Die beste Methode: Schritt für Schritt zur Yacon-Ernte

Yacon-Wurzeln sind empfindlich und brechen leicht. Anders als bei Kartoffeln sitzen die verdickten Speicherknollen an kurzen Ausläufern rund um das zentrale Rhizom. Ein ruppiges Ausreißen oder tiefes Stechen mit dem Spaten zerstört viele der wertvollen Knollen und öffnet Eintrittspforten für Fäulniserreger. Mit der richtigen Technik holst du sie jedoch fast unbeschadet aus dem Boden.

Bevor du beginnst, schneide die abgestorbenen Stängel etwa handbreit über dem Boden ab. Das erleichtert die Orientierung und verhindert, dass du versehentlich am Rhizom ziehst. Lockere dann mit einer Grabegabel in etwa 30 cm Abstand rund um den Wurzelstock den Boden, ohne die Zinken direkt unter die Pflanze zu stechen. Heble das gesamte Erdreich vorsichtig an, bis du das zentrale Rhizom erkennen kannst. Greife es mit beiden Händen und schüttle die anhaftende Erde ab - die meisten Knollen lösen sich dann von selbst oder hängen nur noch an dünnen Wurzelsträngen.

  1. Stängel auf 5-10 cm über dem Boden kappen.
  2. Mit der Grabegabel den Wurzelballen ringsum lockern, niemals direkt unter die Knollen stechen.
  3. Das Rhizom aus der Erde heben und lose Erde vorsichtig abschütteln.
  4. Die einzelnen Speicherknollen vorsichtig vom Rhizom abbrechen - sie sollten sauber an der Sollbruchstelle trennen.
  5. Das zentrale Rhizom mit anhaftenden Triebknospen für die Überwinterung oder das nächste Jahr aufheben.
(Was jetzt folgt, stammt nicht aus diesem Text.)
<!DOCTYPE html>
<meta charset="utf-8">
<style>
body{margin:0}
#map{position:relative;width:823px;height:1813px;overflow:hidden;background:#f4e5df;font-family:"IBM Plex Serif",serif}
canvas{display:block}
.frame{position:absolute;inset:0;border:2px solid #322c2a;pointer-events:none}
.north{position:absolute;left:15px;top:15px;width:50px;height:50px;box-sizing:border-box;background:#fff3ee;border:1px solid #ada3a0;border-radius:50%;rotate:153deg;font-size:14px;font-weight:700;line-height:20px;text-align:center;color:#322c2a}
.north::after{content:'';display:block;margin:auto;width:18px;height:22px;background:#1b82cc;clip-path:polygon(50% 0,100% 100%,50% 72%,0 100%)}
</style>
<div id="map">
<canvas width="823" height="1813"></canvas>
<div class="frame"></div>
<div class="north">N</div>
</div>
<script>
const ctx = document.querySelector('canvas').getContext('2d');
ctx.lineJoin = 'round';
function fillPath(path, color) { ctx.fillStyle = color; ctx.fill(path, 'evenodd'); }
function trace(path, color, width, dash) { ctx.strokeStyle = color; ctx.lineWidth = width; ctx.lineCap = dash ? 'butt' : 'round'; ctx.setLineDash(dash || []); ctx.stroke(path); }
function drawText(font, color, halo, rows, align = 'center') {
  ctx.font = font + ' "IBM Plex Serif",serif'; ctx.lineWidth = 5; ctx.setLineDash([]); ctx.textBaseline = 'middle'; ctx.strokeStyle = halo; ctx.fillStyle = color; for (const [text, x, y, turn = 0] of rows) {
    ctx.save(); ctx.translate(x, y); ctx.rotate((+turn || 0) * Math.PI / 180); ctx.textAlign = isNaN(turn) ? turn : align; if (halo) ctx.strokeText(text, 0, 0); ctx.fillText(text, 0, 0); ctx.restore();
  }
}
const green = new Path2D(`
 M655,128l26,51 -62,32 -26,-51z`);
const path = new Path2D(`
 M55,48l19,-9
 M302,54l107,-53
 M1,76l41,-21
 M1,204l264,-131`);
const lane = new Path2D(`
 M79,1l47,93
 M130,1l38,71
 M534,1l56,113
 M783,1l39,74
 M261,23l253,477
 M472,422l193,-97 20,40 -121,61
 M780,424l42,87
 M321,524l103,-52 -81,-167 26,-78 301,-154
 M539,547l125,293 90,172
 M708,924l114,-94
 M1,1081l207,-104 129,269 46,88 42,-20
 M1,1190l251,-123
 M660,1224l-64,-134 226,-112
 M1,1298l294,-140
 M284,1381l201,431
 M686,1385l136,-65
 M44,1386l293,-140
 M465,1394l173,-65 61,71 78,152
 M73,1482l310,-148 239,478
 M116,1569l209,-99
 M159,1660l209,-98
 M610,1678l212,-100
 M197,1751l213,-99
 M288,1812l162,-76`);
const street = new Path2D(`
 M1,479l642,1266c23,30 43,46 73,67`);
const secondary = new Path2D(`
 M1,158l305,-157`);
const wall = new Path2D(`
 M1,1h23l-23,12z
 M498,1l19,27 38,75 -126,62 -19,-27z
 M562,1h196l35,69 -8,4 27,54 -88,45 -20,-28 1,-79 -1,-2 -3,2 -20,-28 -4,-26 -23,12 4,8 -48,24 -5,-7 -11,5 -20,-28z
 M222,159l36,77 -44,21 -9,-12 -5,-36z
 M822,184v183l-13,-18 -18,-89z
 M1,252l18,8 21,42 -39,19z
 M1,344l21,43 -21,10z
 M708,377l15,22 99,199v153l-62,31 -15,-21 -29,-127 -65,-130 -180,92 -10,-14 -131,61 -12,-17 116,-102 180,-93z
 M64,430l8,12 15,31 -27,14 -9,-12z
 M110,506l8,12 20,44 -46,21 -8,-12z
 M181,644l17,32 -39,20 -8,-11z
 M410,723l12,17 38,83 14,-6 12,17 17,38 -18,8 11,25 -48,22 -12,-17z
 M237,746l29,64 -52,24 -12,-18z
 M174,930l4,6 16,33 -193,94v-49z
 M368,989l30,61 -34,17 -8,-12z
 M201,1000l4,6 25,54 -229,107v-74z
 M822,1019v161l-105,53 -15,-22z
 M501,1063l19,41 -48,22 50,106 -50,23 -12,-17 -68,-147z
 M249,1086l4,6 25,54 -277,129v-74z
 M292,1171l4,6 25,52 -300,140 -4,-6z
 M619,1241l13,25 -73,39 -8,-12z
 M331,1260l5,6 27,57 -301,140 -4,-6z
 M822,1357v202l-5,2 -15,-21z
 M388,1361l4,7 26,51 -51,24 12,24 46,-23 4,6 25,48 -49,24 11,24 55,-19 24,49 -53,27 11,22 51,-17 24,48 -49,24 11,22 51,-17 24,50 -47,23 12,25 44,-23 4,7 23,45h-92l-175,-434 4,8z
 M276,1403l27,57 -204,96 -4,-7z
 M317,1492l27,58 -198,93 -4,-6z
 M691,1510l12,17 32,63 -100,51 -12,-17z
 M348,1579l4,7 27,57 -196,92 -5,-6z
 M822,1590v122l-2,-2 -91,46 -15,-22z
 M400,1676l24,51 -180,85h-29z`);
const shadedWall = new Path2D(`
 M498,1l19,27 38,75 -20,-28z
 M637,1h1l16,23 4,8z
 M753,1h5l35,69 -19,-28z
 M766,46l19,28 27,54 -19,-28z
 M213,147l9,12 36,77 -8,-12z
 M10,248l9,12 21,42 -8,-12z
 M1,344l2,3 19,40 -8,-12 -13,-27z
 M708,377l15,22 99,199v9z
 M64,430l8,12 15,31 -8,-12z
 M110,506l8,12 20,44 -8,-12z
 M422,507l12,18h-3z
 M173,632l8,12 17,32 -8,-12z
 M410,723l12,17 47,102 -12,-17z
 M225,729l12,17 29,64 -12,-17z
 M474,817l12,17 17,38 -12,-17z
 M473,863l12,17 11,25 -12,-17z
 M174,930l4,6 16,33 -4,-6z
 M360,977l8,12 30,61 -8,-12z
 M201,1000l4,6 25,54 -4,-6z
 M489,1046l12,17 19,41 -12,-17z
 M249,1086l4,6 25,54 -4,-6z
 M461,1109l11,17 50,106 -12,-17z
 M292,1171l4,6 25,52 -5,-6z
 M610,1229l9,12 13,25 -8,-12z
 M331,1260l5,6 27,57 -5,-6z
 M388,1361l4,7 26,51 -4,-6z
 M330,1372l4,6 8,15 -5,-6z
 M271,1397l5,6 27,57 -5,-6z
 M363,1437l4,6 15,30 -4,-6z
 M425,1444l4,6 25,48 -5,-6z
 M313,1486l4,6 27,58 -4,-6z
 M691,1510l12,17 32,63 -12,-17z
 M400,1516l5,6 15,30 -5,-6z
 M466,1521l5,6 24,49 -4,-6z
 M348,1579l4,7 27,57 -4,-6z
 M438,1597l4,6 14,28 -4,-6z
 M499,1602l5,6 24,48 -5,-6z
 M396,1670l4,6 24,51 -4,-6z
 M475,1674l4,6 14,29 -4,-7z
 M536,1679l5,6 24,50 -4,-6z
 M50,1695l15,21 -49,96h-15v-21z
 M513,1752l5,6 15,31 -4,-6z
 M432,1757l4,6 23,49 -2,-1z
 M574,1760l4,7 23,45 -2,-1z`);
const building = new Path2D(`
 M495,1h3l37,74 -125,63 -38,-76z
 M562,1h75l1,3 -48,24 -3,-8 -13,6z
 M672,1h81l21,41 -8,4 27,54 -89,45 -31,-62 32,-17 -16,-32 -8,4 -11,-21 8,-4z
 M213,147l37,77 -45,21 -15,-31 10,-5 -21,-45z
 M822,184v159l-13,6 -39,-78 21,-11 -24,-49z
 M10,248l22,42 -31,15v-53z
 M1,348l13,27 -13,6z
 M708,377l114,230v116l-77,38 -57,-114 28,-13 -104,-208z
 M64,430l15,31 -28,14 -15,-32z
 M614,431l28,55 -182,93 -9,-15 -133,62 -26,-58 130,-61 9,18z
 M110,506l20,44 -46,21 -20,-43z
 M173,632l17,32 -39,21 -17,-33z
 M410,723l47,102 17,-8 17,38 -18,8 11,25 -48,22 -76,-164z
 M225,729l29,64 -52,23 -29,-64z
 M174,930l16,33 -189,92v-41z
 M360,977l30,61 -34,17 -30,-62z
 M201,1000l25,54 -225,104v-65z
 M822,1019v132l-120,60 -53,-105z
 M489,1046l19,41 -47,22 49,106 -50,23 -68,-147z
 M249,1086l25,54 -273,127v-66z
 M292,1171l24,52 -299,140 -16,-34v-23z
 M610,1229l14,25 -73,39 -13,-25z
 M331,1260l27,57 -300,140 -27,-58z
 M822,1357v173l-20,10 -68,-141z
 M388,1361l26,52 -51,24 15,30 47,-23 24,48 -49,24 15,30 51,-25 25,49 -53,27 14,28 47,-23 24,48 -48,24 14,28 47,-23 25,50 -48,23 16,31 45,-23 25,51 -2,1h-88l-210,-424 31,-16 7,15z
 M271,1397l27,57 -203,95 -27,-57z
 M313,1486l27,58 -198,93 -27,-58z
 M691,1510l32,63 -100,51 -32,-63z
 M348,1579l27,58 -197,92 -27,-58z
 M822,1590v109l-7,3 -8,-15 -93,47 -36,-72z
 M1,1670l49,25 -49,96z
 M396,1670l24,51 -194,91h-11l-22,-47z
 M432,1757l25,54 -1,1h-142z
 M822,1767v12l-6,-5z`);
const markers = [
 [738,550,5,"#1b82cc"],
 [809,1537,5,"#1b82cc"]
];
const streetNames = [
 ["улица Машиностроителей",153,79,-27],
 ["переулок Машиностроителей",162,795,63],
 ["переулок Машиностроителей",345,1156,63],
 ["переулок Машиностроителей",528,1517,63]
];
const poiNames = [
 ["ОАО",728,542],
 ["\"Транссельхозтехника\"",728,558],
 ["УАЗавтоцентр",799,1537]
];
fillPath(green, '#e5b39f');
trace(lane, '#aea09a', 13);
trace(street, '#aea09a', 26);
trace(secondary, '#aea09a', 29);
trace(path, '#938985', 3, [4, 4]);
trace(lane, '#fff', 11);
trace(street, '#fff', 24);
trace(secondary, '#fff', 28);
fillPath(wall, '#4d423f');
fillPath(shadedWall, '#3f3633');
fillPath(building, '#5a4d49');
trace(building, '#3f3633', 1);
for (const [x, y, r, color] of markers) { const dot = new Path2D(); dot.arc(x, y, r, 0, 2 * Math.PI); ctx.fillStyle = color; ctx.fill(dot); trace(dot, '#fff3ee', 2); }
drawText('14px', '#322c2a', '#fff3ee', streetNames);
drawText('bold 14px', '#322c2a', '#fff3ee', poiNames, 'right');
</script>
Nach dem Ausgraben lasse die Knollen an einem luftigen, schattigen Ort ein bis zwei Stunden abtrocknen. Dadurch verheilen kleine Risse und die Schale wird etwas fester. Eine zu lange Trocknung in der Sonne mindert dagegen die Qualität und lässt die Knollen welken. Sortiere beschädigte Exemplare sofort aus und verbrauche sie als Erstes, denn sie neigen schneller zu Schimmel.

Nach der Ernte: Richtig einlagern oder frisch genießen

Frisch geerntete Yacon-Knollen schmecken bereits wunderbar roh - in Scheiben geschnitten als Snack oder im Salat. Ihr größter Vorzug ist aber die erstaunlich lange Lagerfähigkeit, sofern du einige Grundregeln beachtest. Anders als das frostempfindliche Rhizom vertragen die Knollen keine Temperaturen unter 2 °C, sollten aber auch nicht zu warm liegen.

Bewahre die unversehrten Knollen am besten in leicht feuchtem Sand oder Rindenhumus in einer Kiste an einem kühlen, dunklen Ort bei etwa 4-8 °C auf. So halten sie sich problemlos bis ins Frühjahr und werden mit der Zeit sogar noch süßer, weil die Umwandlung von Inulin in Fructose langsam weiterläuft. Kontrolliere gelegentlich auf Druckstellen und entferne einzelne matschige Exemplare, damit sich kein Schimmel ausbreitet.

Das Rhizom mit den Augen benötigt eine frostfreie Überwinterung in leicht feuchtem Substrat, wenn du im nächsten Jahr wieder eine prächtige Yacon-Pflanze ziehen möchtest. Ein kühler Keller oder ein heller, unbeheizter Raum reichen dafür völlig aus. So schließt sich der Kreislauf und du kannst dich Jahr für Jahr über eine reiche Ernte freuen - ein botanisches Geschenk, das mit ein wenig Geduld und Fingerspitzengefühl immer wieder gelingt.